Mais c'est bien l'enjeu concernant les acteurs au présent qui manque le plus au film. Resnais les a pourtant réunis trois semaines avec interdiction d'avoir un autre engagement. Or leur présence simultanée à l'écran n'est que fort peu nécessaire hormis les très brèves séances de groupe. Au contraire, Renais joue des surimpressions avec cache qui les isolent chacun dans leur imaginaire. Pourquoi donc cette exigence de réunion ? Peut-être souhait-il justement qu'il se passe quelque chose entre ces acteurs qui sont ses acteurs, ceux de nombre de ses films. Probablement que de ce pari il n'est rien resté de concluant autre que ces salutations et congratulations de convenance qui les renvoient à leur statut de people (Tiens Piccoli, bonjour Sabine !). Dommage !

Vous n'avez encore rien vu

Si les herbes folles qui auraient pu agiter la vie de la mise en scène théâtrale sont finalement un peu moins foisonnantes qu'espéré, elles n'en sont pas moins la vie même de ce film. Celles qui justifient probablement le titre. A l'origine, du titre il y a, déclare Resnais, une chanson de Al Jolson. La chanson, qu'il chantait dans Le Chanteur de jazz (Alan Crosland, 1927), considéré comme le premier film parlant de l'histoire du cinéma.
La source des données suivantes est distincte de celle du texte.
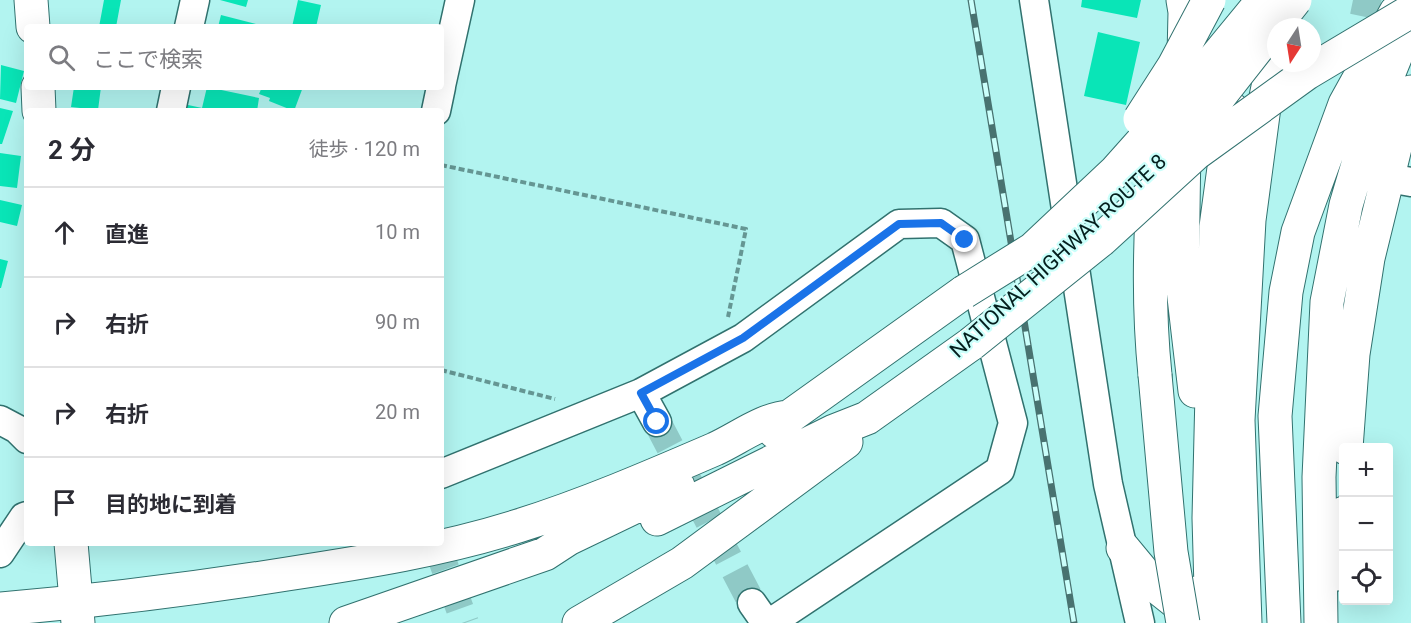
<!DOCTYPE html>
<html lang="ja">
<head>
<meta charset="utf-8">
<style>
	:root { --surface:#fff; --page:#f2f2f3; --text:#2b2b33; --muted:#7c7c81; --line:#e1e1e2 }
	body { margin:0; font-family:Roboto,"Noto Sans JP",sans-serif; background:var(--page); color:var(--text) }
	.controls { position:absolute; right:18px; bottom:18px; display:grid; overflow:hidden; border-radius:6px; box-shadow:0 6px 24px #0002 }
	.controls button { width:54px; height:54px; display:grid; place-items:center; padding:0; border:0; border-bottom:2px solid var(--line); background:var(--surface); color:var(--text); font:30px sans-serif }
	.compass { position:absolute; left:1267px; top:18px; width:54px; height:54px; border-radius:50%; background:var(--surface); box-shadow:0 6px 24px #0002; rotate:192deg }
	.stop { position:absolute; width:18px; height:18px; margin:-14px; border:4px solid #1a73e8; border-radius:50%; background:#fff }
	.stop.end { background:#1a73e8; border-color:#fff; box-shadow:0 2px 6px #0008 }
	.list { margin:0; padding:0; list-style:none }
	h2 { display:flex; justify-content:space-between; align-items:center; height:78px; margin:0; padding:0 24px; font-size:26px }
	h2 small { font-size:20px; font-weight:400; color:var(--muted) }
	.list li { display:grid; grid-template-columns:39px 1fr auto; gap:18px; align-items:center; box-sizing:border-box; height:90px; padding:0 24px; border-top:2px solid var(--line) }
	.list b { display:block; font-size:22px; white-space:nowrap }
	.list em { font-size:20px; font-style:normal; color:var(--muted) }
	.icon { flex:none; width:33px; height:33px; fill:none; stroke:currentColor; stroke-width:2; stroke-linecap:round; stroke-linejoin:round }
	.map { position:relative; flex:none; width:1411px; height:623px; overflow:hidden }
	.search { position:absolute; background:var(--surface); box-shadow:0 6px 24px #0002; left:24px; top:24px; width:420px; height:66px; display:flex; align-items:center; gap:15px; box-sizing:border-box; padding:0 21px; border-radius:6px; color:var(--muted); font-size:22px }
	.panel { position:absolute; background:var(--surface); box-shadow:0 6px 24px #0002; left:24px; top:108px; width:420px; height:438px; border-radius:6px }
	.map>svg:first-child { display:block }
</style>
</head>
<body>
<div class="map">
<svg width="1411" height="623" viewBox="0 0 1411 623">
	<rect width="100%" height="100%" fill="#b2f4f0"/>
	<path fill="#09e5b7" d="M104,0H121L116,27H99Z
		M220,0H248L246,7Z
		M298,0L321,5L316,27H292Z
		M1082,0H1141L1137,18L1081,7Z
		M221,15L264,26V27H218Z
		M1098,32L1140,42L1126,105L1084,96Z
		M1,65L24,71L16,103L0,99Z
		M74,87H101L98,110L71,107Z
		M207,87L259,98L257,111H177L179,103L202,108Z
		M262,87H303L294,111L269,101L270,98L259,94Z
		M0,108L13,111L2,144H0Z
		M0,153L21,156L17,188L0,186Z
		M0,200L22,205L17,226L0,222Z
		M0,259L8,261L1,288H0Z"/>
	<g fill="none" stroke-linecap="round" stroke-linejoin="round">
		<path stroke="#8fc9c6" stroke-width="28" stroke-dasharray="28 14" stroke-linecap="butt" d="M1353,0L1411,12
			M657,422L752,603
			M436,543L465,623"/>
		<defs>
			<path id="minor" d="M1034,0L1108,484L1140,623
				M189,27L195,0
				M441,86L460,0
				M171,111L176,87
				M436,111L441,87
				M1388,178L1411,182
				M641,393L657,422
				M0,420L17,429L27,439
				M441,474L641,393L743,338L899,224L941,223L965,240L1013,423L1000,470L770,623
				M0,553L24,517L27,516
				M752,603L766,623"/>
			<path id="major" d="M31,0L33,27
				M38,87L39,111
				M71,543L78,623"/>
			<path id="highway" d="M1183,0L1185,12L1184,56
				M1184,143L1182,280L1195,391
				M1154,173C1150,242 1148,306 1155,375
				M775,432L784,426L789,417L964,292
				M1346,448L1353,354L1368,258L1405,107L1411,92
				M657,519L834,431L867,418L971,344
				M1123,548L1152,583L1181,606L1196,593
				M1337,574L1342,548L1344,513
				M0,609C96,601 192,589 287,574C365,562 442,550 518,526C585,505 650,477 715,449C739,438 763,419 789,417
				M346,623L545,554L568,539L678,486
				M579,623L682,563L846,442
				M1212,623L1209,518L1216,227L1232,109
				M1245,623L1238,420L1242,347L1249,220L1264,107L1276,47
				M1284,623L1275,416L1286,292L1298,232L1345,104L1396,12
				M1321,623L1319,477L1327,302L1346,205L1375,107L1405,33"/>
		</defs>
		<use href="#minor" stroke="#31726f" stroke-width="31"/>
		<use href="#major" stroke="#31726f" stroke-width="35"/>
		<use href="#highway" stroke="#31726f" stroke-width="35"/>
		<path stroke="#659693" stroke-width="4" stroke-dasharray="6 3" stroke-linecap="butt" d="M441,165L746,229L728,317
			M441,370L555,399"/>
		<use href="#minor" stroke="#fff" stroke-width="28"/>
		<use href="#major" stroke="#fff" stroke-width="33"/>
		<use href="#highway" stroke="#fff" stroke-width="33"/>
		<defs>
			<path id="rail" d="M971,0L1074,623"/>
		</defs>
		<use href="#rail" stroke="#487270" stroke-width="7"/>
		<use href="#rail" stroke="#cbfffb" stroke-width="4.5" stroke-dasharray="14" stroke-linecap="butt"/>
		<defs>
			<path id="highway-bridge" d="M1140,119L1174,66L1209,0
				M1160,161L1215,102L1295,0
				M964,292L1033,249L1116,171L1198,79L1263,0
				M971,344L1101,240L1195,154L1307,73L1411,11
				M1155,375L1171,552L1183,623"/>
		</defs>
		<use href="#highway-bridge" stroke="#31726f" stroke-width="35" stroke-linecap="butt"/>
		<use href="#highway-bridge" stroke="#fff" stroke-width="33"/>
	</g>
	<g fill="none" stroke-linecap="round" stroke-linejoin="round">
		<path stroke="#1a73e8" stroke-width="8" d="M657,422L641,393L743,338L899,224L941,223L965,240"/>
	</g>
	<g text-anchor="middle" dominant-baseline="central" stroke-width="4.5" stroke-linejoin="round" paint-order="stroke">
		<g font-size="21" fill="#041f1e" stroke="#cbfffb">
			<text transform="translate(1058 256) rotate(-43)">NATIONAL HIGHWAY ROUTE 8</text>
		</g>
	</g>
</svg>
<div class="controls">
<button>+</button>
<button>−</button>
<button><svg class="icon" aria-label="locate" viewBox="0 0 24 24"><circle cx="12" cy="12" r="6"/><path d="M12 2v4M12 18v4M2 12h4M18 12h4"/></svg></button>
</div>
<svg class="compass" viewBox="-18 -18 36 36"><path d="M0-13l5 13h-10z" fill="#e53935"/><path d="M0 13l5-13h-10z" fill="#7c7c81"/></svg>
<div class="stop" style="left:657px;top:422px"></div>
<div class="stop end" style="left:965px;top:240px"></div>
<div class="search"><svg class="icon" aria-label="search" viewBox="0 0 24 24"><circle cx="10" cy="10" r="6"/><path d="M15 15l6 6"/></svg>ここで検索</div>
<section class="panel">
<h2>2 分<small>徒歩 · 120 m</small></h2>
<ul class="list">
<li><svg class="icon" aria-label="ahead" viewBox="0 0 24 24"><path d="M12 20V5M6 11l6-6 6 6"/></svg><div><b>直進</b></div><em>10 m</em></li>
<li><svg class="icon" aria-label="right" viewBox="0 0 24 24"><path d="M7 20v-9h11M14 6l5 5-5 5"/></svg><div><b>右折</b></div><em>90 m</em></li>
<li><svg class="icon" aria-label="right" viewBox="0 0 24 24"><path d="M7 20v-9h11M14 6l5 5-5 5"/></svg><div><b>右折</b></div><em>20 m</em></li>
<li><svg class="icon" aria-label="arrive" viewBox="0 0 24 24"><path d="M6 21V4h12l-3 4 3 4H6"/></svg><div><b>目的地に到着</b></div></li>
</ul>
</section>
</div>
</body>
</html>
Ce titre est ainsi une forme d'hommage à Al Jolson, l'un des acteurs favoris de Resnais. On ne peut toutefois manquer de penser à la lancinante interrogation de son premier film, aux phrases répétées "Tu n'as rien vu à Hiroshima". Que pourrait alors vouloir nous signifier cette accroche du titre ? Vous n'avez encore rien vu en voyant la pièce une fois ? En voyant la pièce plusieurs fois et de différentes manières ? En croyant connaitre le metteur en scène jusque dans ses revirements ?

Celui-ci nous a proposé des reflets de sa création alors qu'il est lui-même aux prises avec des drames tout aussi profonds que nous ne percevrons peut-être qu'une fois sa mort venue et sans jamais voir son Eurydice pleurer.

Nous n'avons rien vu de Resnais si ce n'est les reflets de son imaginaire. Mais si seule la mort réunit probablement les amants qui s'aiment, faut-il se réjouir ne n'avoir encore rien vu. Ce rien, celui que fait miroiter le film, est déjà beaucoup.